Stanley Weisz, P. C. Retirement Plan v. NCHD Associates, Inc.

In an action to foreclose a mortgage, the plaintiff appeals from an order and judgment (one paper) of the Supreme Court, Suffolk County (Henry, J.), entered November 16, 1995, which, after a hearing, is in favor of the defendants and against it, declaring the mortgage null and void and dismissing the complaint.

*277Ordered that the order and judgment is affirmed, with costs.

Pursuant to General Obligations Law § 5-501, a loan shall be deemed usurious if it exceeds an interest rate of 16% per annum (see, Banking Law § 14-a).
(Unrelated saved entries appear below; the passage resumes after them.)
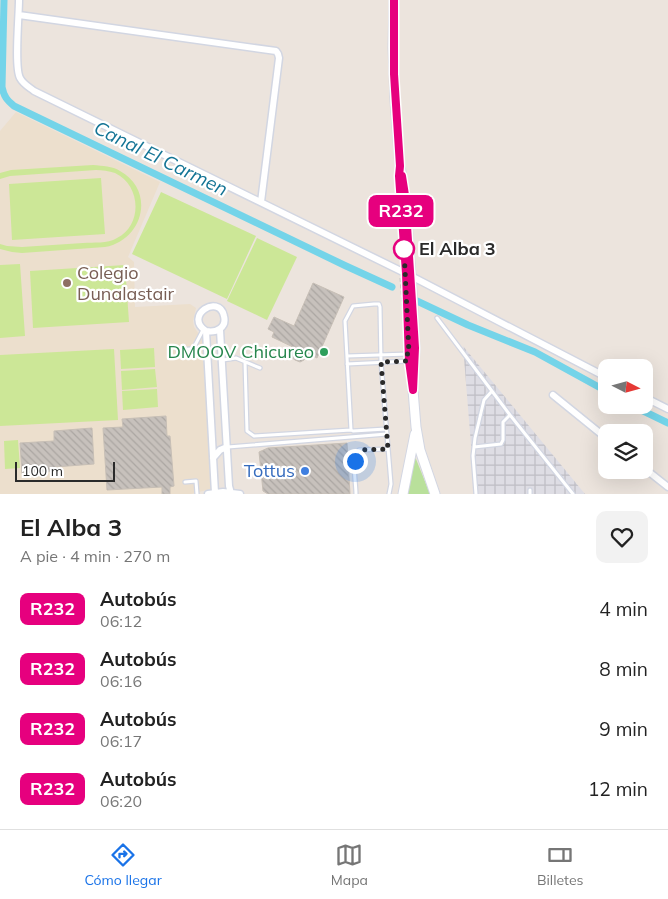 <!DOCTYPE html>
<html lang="es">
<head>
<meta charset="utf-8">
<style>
	body { margin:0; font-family:Mulish,sans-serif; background:#f2f2f2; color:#222; height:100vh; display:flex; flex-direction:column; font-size:19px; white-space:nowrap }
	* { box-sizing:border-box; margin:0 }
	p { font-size:16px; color:#767676 }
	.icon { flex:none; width:28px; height:28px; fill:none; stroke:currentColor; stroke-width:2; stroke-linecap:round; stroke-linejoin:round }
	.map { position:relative; height:494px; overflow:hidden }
	.details { display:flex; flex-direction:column; background:#fff; flex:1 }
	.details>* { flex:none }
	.badge { padding:0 10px; border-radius:8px; font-size:18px; line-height:32px }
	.needle { width:32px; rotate:96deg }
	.fabs { position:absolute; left:598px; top:359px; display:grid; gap:10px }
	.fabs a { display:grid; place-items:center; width:55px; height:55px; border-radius:10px; background:#fff; box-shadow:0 5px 20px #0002; font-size:25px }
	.scale { position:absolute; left:15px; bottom:12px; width:100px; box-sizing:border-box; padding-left:5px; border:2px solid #2a2a2a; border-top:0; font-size:14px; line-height:18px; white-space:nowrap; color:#2a2a2a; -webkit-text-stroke:4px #fff; paint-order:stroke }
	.you { position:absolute; width:25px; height:25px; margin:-12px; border:4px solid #fff; border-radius:50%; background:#1a73e8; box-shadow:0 0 0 8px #1a73e833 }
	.map>.badge { position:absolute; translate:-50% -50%; box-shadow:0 0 0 2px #fff }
	.round { display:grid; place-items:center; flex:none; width:52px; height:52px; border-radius:10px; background:#f2f2f2 }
	.overview { display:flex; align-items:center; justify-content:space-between; height:85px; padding:0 20px }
	h1 { font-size:24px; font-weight:700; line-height:38px }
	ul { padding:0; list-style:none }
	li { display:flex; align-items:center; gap:15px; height:60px; padding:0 20px }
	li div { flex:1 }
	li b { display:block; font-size:19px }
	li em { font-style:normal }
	li .badge { min-width:55px; font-weight:700; text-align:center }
	.tabs { display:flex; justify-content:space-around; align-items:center; height:70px; border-top:1px solid #e0e0e0; background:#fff; font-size:14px; color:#767676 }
	.tabs a { display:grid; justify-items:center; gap:2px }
	.tabs .selected { color:#1a73e8 }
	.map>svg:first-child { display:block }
	.industrial { fill:url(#industrial-grid) }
	.education { fill:#ecdfcd }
	.grass { fill:#b9e09b }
	.pitch { fill:#cce797 }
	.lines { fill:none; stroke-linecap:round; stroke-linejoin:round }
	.canal { stroke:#74d4e9; stroke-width:7 }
	.building { fill:url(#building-back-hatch); stroke:#c7bfb6 }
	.lane-casing { stroke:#d2d6e2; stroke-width:5.5 }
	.street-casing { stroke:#d2d6e2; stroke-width:9 }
	.secondary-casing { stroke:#d2d6e2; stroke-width:11 }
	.path { stroke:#c3c3c3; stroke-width:1; stroke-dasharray:4 2.5; stroke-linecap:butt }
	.lane { stroke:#fff; stroke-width:3 }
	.street { stroke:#fff; stroke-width:6 }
	.secondary { stroke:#fff; stroke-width:9 }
	.line-casing { stroke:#fff; stroke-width:11 }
	.line { stroke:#e6007e; stroke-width:8 }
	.walk { stroke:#2a2a2a; stroke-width:5; stroke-dasharray:0 9 }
	.stop-dot { fill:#fff; stroke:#e6007e; stroke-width:2.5 }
	.education-dot { fill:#8d6e63; stroke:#fff; stroke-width:2 }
	.leisure-dot { fill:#2e9e5b; stroke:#fff; stroke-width:2 }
	.shop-dot { fill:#3f7fe0; stroke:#fff; stroke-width:2 }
	.labels { text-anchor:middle; stroke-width:4.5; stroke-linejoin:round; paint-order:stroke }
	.stop-label { font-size:18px; font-weight:bold; fill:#2a2a2a; stroke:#fff; text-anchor:start }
	.education-label { font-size:18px; fill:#785e54; stroke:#fff; text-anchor:start }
	.leisure-label { font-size:18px; fill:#27864d; stroke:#fff; text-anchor:end }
	.shop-label { font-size:18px; fill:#366cbe; stroke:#fff; text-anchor:end }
	.water-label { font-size:19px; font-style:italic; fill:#137495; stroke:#fff }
</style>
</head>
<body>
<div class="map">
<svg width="668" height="494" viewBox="0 0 668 494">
	<defs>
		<pattern id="industrial-grid" width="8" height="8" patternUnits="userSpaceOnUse" patternTransform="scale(1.25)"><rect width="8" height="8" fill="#dedde4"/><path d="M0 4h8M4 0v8" fill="none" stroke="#bfbec4"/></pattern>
		<pattern id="building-back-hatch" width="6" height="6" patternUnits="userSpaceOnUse" patternTransform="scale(1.25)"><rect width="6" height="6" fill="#c7c1bc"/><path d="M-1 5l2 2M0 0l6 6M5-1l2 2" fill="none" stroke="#aba6a2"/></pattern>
	</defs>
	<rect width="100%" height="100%" fill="#ece4dd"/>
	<path class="industrial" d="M463 346 585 494H475Z"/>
	<path class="education" d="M16 112 160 182 128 257 134 262 135 307 190 304 196 308 193 321 194 327 198 333 205 335 211 489 191 494H0V131Z"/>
	<path class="grass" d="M415 458 416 459 430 494H406Z"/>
	<path class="pitch" d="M93 165C103 166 112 166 120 171 156 191 143 240 105 247L22 253 12 252 0 249V244L7 246 22 247C42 246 63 244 83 243 94 242 107 244 117 238 143 225 141 185 115 173 109 171 102 170 96 170L10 176 0 179V173L11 170Z
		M101 178 105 234 12 240 9 184Z
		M161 192 256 236 227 299 132 254Z
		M257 238 297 257 267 320 227 301Z
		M20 264 25 336 0 338V265Z
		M125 265 129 322 33 328 30 271Z
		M154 348 155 367 121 369 120 350Z
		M114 349 118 420 0 426V355Z
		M155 369 157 387 122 390 121 371Z
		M157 389 158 407 123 410 122 391Z
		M18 440 20 468 5 469 4 441Z"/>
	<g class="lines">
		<path class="canal" d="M4 0 2 87C4 97 7 100 14 106L346 266 392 287
			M417 301 468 325 535 352 606 391
			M631 405 668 423"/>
	</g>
	<path class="building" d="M313 283 344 297 317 358 307 353 304 360 300 362 295 360 291 357V353L293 347 272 337 274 332 268 329 274 317 294 326Z
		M166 416 167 436H170L174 486 170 487V494H162V487L107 490 103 428 123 427 122 419Z
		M92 428 94 464 55 467 56 471 22 474 20 443 54 441V431Z
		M347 443 350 494H268L263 491 259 452 268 448Z"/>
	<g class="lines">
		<defs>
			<path id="lane" d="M437 318 510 415 573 494
				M178 350 190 349 192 351 203 330
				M347 356 409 354
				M223 360 236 358 260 368
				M245 362 247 431 254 436 351 430
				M347 364 409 361
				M386 429 353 431 351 430 345 321 353 306 374 304H379L380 307 381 362 391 484 389 494
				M228 447 387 434
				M474 447 501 444 503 440V422L510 415
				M185 482 196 481 197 494
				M356 494C356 483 351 458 359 450L388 449
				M476 494 473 456 475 438 484 400 492 391
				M530 494V490"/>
			<path id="street" d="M19 0C19 16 14 67 20 78 23 84 29 87 34 91L411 276 606 377
				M19 15 276 51 278 54 279 58 261 202
				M220 330 229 486 231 493
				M206 331C216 333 227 328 224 316 219 293 183 316 206 331L215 493
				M553 395 606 438
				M644 397 668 409
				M213 458 220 450 227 447
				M644 468 668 487
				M208 494 223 492 240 494"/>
			<path id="secondary" d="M394 0 393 47 395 101 400 166 405 195 411 276 415 348 413 390 416 427 420 450 435 494
				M403 494 415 434"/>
		</defs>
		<use href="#lane" class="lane-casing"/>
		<use href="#street" class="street-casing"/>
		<use href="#secondary" class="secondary-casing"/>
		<path class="path" d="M400 278 406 349"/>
		<use href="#lane" class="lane"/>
		<use href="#street" class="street"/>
		<use href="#secondary" class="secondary"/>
	</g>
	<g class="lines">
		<defs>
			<path id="line" d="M394 0V74L400 166 399 176 406 273 409 361 413 390 415 348 414 332 405 195 402 176"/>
		</defs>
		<use href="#line" class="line-casing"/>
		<use href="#line" class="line"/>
		<path class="walk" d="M355 461V456L359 450 388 449 381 362 406 361V354H409L404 249"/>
	</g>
	<circle class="stop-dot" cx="404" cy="249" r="10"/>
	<circle class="education-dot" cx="67" cy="283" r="5"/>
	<circle class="leisure-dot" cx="324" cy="352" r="5"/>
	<circle class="shop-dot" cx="305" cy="471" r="5"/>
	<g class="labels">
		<g class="stop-label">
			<text x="419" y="255">El Alba 3</text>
		</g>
		<g class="education-label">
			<text x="77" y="279">Colegio<tspan x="77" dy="21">Dunalastair</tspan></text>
		</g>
		<g class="leisure-label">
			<text x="314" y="358">DMOOV Chicureo</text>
		</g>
		<g class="shop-label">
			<text x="295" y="477">Tottus</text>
		</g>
		<g class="water-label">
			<text transform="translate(161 158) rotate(26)" y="7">Canal El Carmen</text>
		</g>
	</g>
</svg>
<div class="fabs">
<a><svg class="needle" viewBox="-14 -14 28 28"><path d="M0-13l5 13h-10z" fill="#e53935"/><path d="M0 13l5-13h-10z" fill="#767676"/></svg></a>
<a><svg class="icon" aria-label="layers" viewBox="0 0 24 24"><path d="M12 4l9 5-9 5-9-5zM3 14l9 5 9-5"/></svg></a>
</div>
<div class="scale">100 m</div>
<div class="you" style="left:355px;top:461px"></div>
<b class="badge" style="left:401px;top:211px;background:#e6007e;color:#fff">R232</b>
</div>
<section class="details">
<div class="overview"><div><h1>El Alba 3</h1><p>A pie · 4 min · 270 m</p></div><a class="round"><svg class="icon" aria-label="heart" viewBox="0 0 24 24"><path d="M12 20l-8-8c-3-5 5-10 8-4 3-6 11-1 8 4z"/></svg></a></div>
<ul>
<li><span class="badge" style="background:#e6007e;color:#fff">R232</span><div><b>Autobús</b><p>06:12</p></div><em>4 min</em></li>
<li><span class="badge" style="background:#e6007e;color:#fff">R232</span><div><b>Autobús</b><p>06:16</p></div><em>8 min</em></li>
<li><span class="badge" style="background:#e6007e;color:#fff">R232</span><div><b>Autobús</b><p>06:17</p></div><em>9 min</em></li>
<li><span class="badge" style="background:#e6007e;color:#fff">R232</span><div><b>Autobús</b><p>06:20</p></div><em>12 min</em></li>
</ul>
</section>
<nav class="tabs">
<a class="selected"><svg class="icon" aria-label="directions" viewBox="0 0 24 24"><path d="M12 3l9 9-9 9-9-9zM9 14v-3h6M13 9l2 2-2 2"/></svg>Cómo llegar</a>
<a><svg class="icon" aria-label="map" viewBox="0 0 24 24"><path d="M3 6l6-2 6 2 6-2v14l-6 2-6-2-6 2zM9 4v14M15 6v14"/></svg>Mapa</a>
<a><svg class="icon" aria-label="tickets" viewBox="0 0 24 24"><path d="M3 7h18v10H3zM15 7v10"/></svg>Billetes</a>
</nav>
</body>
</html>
It is well settled, however, that where a loan is made to a corporation, the corporation and the individual guarantors of a corporate obligation are prohibited by statute from interposing the defense of usury (see, General Obligations Law § 5-521; Schneider v Phelps, 41 NY2d 238; Webar, Inc. v Capra, 212 AD2d 594). An exception to the general rule is recognized, however, " 'where the corporate form is used to conceal a usurious loan to an individual to discharge his personal obligations, and not to further a corporate enterprise’ ” (Webar, Inc. v Capra, supra, at 595, quoting Sanders & Assocs. v Friedman, 137 AD2d 677).

Contrary to the plaintiff’s contention, the Supreme Court correctly found that the loan issued to the corporate defendant at an interest rate of 24% was, with the plaintiff’s knowledge, in actuality a loan to an officer of the corporate defendant being used to discharge his personal obligations, and therefore, usurious (see, Freitas v Geddes Sav. & Loan Assn., 63 NY2d 254; K.P. Assocs. v D'Agostino, 201 AD2d 537; Sanders & Assocs. v Friedman, supra). Inasmuch as the court’s determination was "based upon a fair interpretation of the evidence, and the factual findings based upon the credibility of the witnesses”, it will not now be disturbed (Wolfson v Kasa Lithuanian Fed. Credit Union, 168 AD2d 364; see also, Fried v Bolanos, 217 AD2d 823). Accordingly, the court properly declared the mortgage securing the loan null and void and dismissed the complaint (see, General Obligations Law § 5-511 [2]; Hilal v Lipton, 227 AD2d 378).

The plaintiff’s remaining contention is academic. Bracken, J. P., Santucci, Krausman and McGinity, JJ., concur.